TASK STATEMENT:
Look through the material below and copy every line containing the word "Dirr".

STORED DATA:
· · · · ·
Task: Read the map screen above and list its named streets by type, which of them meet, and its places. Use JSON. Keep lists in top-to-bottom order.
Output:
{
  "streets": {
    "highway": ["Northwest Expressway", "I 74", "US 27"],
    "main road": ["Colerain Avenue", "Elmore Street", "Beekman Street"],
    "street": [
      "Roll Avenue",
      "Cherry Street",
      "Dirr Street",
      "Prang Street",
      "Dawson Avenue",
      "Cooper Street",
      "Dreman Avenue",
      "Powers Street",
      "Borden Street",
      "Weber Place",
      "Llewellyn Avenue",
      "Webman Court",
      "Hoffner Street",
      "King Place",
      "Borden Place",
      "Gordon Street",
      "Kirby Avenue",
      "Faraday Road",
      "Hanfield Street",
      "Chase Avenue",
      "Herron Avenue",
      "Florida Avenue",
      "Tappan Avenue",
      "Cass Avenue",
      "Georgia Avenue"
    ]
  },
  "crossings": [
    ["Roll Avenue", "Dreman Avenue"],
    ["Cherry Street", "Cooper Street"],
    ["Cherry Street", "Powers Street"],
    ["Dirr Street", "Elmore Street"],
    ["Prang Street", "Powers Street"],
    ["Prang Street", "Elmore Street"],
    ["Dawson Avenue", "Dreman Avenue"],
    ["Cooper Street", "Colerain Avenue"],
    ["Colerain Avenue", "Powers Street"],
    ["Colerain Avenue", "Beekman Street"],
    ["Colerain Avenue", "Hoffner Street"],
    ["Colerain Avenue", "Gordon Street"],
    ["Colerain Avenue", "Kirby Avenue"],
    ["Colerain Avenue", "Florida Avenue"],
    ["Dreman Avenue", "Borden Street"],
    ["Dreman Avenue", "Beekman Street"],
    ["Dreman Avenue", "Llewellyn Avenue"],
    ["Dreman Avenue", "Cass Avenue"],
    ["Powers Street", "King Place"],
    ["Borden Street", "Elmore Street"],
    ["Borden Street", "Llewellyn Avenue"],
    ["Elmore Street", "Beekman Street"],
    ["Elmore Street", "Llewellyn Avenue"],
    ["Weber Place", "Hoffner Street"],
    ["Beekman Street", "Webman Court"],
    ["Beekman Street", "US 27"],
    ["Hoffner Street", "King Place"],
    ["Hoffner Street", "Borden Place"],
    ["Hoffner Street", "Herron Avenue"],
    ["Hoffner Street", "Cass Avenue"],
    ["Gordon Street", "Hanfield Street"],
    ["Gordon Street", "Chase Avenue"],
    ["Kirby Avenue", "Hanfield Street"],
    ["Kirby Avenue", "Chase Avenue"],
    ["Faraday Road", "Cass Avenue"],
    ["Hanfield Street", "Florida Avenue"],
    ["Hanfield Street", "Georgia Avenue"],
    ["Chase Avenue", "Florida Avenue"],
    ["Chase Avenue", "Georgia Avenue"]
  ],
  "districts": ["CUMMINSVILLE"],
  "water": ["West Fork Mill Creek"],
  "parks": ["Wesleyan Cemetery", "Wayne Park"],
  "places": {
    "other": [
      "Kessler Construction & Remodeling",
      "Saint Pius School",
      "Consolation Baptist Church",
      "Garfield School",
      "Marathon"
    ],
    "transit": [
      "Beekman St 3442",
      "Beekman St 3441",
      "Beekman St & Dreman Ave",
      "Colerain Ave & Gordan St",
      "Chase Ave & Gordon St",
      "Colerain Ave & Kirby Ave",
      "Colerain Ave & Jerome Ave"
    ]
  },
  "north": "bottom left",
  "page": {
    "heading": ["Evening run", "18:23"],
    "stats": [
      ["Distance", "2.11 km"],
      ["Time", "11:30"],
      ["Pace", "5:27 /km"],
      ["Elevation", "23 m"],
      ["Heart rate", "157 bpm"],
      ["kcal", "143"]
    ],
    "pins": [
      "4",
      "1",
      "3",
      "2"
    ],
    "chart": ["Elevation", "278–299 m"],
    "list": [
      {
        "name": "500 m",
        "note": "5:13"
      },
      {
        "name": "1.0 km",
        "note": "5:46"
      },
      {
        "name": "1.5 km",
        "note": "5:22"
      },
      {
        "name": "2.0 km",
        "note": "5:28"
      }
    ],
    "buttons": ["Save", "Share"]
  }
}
· · · · ·
SOLUTION TO THE PROBLEM:
      "Dirr Street",
    ["Dirr Street", "Elmore Street"],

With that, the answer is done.